> Exercise requirements
Your answer must be the listing, given again word for word.

━━━ Data section ━━━

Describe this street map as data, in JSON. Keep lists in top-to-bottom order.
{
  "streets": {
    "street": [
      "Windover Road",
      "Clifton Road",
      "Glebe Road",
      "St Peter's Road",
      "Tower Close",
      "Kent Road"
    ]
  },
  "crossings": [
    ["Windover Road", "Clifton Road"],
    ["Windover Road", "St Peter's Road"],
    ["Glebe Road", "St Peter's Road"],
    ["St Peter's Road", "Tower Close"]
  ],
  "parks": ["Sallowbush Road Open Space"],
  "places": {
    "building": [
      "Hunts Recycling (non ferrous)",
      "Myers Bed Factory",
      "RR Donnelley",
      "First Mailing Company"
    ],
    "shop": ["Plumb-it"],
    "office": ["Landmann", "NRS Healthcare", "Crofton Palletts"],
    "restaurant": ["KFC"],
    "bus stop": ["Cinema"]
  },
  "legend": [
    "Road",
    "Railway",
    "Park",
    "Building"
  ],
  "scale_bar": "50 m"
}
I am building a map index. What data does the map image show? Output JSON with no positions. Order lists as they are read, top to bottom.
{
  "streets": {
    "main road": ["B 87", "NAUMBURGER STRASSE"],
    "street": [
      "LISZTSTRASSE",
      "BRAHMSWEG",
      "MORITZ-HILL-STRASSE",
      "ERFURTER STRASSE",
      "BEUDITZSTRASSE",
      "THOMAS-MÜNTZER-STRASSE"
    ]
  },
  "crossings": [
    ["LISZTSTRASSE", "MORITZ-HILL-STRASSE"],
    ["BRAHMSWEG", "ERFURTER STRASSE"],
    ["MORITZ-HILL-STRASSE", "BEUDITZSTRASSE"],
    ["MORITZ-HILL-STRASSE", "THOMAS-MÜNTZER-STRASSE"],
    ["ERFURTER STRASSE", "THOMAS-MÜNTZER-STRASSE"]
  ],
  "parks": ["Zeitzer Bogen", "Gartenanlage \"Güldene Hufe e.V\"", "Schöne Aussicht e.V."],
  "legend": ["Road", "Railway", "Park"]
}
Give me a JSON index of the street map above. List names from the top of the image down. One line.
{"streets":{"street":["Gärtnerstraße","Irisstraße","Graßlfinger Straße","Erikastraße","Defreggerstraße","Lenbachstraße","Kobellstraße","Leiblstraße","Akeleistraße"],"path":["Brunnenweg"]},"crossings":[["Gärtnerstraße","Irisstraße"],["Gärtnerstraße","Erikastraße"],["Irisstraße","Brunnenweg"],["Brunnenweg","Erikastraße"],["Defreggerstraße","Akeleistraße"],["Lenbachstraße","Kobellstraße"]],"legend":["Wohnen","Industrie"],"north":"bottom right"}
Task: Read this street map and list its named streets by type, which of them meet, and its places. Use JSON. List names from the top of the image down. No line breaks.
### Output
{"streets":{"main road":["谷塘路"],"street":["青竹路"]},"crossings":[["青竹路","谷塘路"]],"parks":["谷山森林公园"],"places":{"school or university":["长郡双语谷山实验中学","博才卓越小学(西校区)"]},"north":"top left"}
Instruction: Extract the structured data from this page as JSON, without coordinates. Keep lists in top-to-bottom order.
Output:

━━━

> Your solution
Describe this street map as data, in JSON. Keep lists in top-to-bottom order.
{
  "streets": {
    "street": [
      "Windover Road",
      "Clifton Road",
      "Glebe Road",
      "St Peter's Road",
      "Tower Close",
      "Kent Road"
    ]
  },
  "crossings": [
    ["Windover Road", "Clifton Road"],
    ["Windover Road", "St Peter's Road"],
    ["Glebe Road", "St Peter's Road"],
    ["St Peter's Road", "Tower Close"]
  ],
  "parks": ["Sallowbush Road Open Space"],
  "places": {
    "building": [
      "Hunts Recycling (non ferrous)",
      "Myers Bed Factory",
      "RR Donnelley",
      "First Mailing Company"
    ],
    "shop": ["Plumb-it"],
    "office": ["Landmann", "NRS Healthcare", "Crofton Palletts"],
    "restaurant": ["KFC"],
    "bus stop": ["Cinema"]
  },
  "legend": [
    "Road",
    "Railway",
    "Park",
    "Building"
  ],
  "scale_bar": "50 m"
}
I am building a map index. What data does the map image show? Output JSON with no positions. Order lists as they are read, top to bottom.
{
  "streets": {
    "main road": ["B 87", "NAUMBURGER STRASSE"],
    "street": [
      "LISZTSTRASSE",
      "BRAHMSWEG",
      "MORITZ-HILL-STRASSE",
      "ERFURTER STRASSE",
      "BEUDITZSTRASSE",
      "THOMAS-MÜNTZER-STRASSE"
    ]
  },
  "crossings": [
    ["LISZTSTRASSE", "MORITZ-HILL-STRASSE"],
    ["BRAHMSWEG", "ERFURTER STRASSE"],
    ["MORITZ-HILL-STRASSE", "BEUDITZSTRASSE"],
    ["MORITZ-HILL-STRASSE", "THOMAS-MÜNTZER-STRASSE"],
    ["ERFURTER STRASSE", "THOMAS-MÜNTZER-STRASSE"]
  ],
  "parks": ["Zeitzer Bogen", "Gartenanlage \"Güldene Hufe e.V\"", "Schöne Aussicht e.V."],
  "legend": ["Road", "Railway", "Park"]
}
Give me a JSON index of the street map above. List names from the top of the image down. One line.
{"streets":{"street":["Gärtnerstraße","Irisstraße","Graßlfinger Straße","Erikastraße","Defreggerstraße","Lenbachstraße","Kobellstraße","Leiblstraße","Akeleistraße"],"path":["Brunnenweg"]},"crossings":[["Gärtnerstraße","Irisstraße"],["Gärtnerstraße","Erikastraße"],["Irisstraße","Brunnenweg"],["Brunnenweg","Erikastraße"],["Defreggerstraße","Akeleistraße"],["Lenbachstraße","Kobellstraße"]],"legend":["Wohnen","Industrie"],"north":"bottom right"}
Task: Read this street map and list its named streets by type, which of them meet, and its places. Use JSON. List names from the top of the image down. No line breaks.
### Output
{"streets":{"main road":["谷塘路"],"street":["青竹路"]},"crossings":[["青竹路","谷塘路"]],"parks":["谷山森林公园"],"places":{"school or university":["长郡双语谷山实验中学","博才卓越小学(西校区)"]},"north":"top left"}
Instruction: Extract the structured data from this page as JSON, without coordinates. Keep lists in top-to-bottom order.
Output:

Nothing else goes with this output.